Fuel stream 152'' delivered through orifices 160'' in fuel conduit
154'' and subsequent combustion in downstream portion of combustion
conduit 158 provides heat to steam in a downstream portion of outer
conduit 164. In some embodiments, fuel streams 152, 152', 152''
contain different amounts of hydrogen sulfide. In some embodiments,
fuel streams 152, 152', 152'' contain the same amounts of hydrogen
sulfide. It should be understood that the number of fuel conduits
and/or position of the orifices in the fuel conduit may be varied.

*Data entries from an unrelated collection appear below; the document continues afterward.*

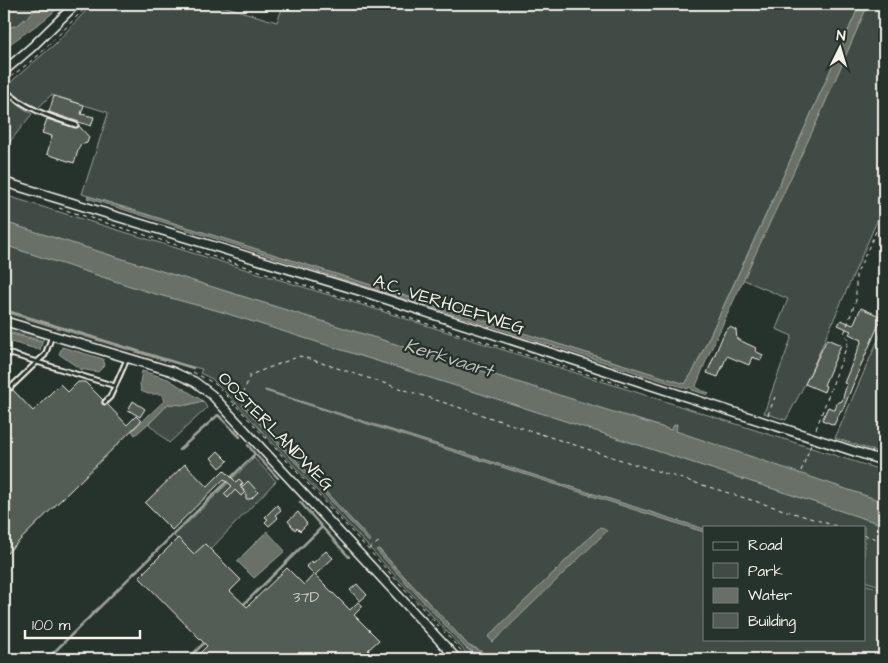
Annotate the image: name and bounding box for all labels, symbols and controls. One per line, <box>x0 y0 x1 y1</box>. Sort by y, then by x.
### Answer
north arrow <box>816 22 866 72</box>
text: N <box>836 26 847 46</box>
street label: A.C. VERHOEFWEG <box>370 268 528 341</box>
water label: Kerkvaart <box>401 332 498 385</box>
street label: OOSTERLANDWEG <box>212 366 340 497</box>
legend <box>703 526 866 640</box>
text: Road <box>748 535 783 556</box>
text: Park <box>748 561 783 582</box>
text: Water <box>748 585 792 606</box>
house number: 37D <box>293 587 320 608</box>
scale bar <box>25 608 140 640</box>
text: Building <box>748 611 796 633</box>
text: 100 m <box>32 615 71 636</box>

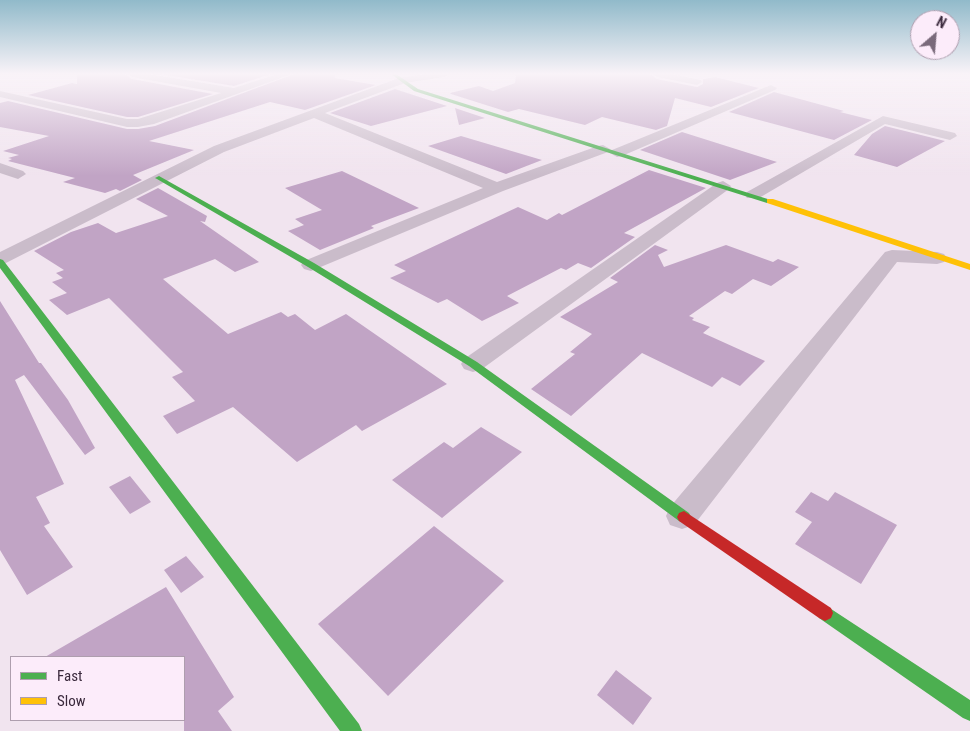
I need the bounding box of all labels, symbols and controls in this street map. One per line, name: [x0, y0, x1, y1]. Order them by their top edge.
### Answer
north arrow: [910, 10, 960, 60]
text: N: [934, 13, 949, 32]
legend: [10, 656, 185, 721]
text: Fast: [57, 667, 82, 685]
text: Slow: [57, 692, 86, 710]

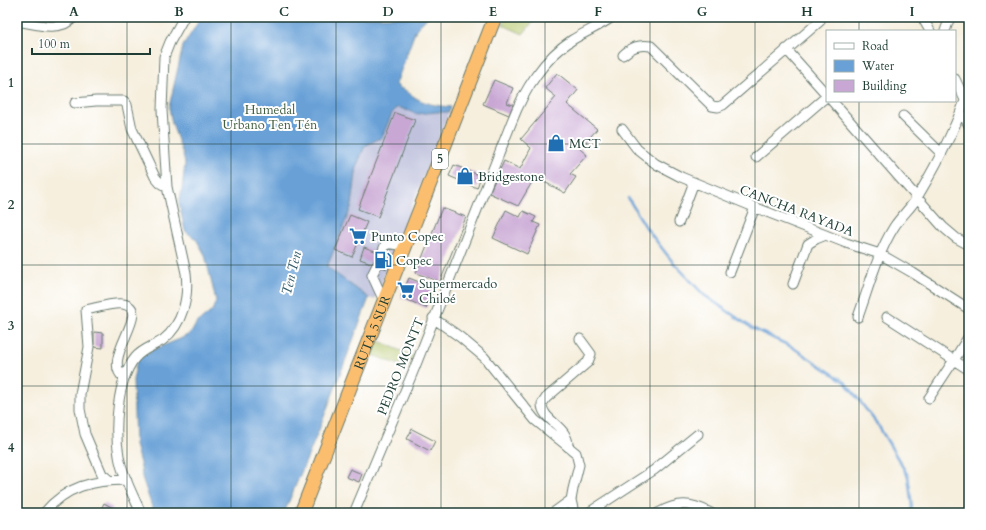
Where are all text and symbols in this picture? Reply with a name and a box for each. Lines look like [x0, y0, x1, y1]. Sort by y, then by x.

In some embodiments, orifices 160, 160', 160'' are adjusted (opened
and/or closed) to control the flow of fuel and/or hydrogen sulfide
into combustion conduit 158.
[0087] FIG. 6 depicts a cross-section of flameless distributed
combustor 150 with ignition device 172. Ignition device 172 may
raise the temperature of the fuel/oxidant mixture to combustion
temperatures in combustion conduit 158. For example, once the
fuel/oxidant mixture is ignited near ignition device 172, heat from
the flame heats the fuel/oxidant mixture to an auto-ignition
temperature of the fuel/oxidant mixture to facilitate the reaction
of the fuel with the oxidant to produce flameless combustion and
heat.
[0088] FIG. 7 depicts a perspective of hydrogen sulfide fueled
burner 174. Burner 174 may include fuel conduit 176, combustion
conduit 158, and outer conduit 164. Ignition device 172 may be
positioned in a bottom portion of combustion conduit 158. Fuel
stream 152 (for example, gas stream 116, hydrogen sulfide stream
124, sulfur dioxide stream 128, hydrogen stream 130, and/or gas
hydrocarbon stream 122 from FIG. 2, (methane, natural gas, sour
gas, or mixtures thereof) enters central fuel conduit 176. Oxidant
stream 156 (for example, air, oxygen enriched air, or mixtures
thereof) enters combustion conduit 158. In some embodiments, burner
174 may include more than one fuel conduit. For example, one
conduit for hydrogen sulfide and one conduit or a fossil fuel. In
some embodiments, fuel conduit 176 is combustion conduit 158 and
combustion conduit is fuel conduit 176.
[0089] In some embodiments, fuel stream 152 and/or oxidant stream
156 are heated prior to entering the fuel conduit and/or combustion
conduit. In some embodiments, water 162 heats fuel stream 152
and/or oxidant stream 156. Fuel stream 152 and oxidant stream 156
mix in combustion conduit 158. Ignition device 172 provides a spark
to combust the fuel/oxidant mixture to produce a flame.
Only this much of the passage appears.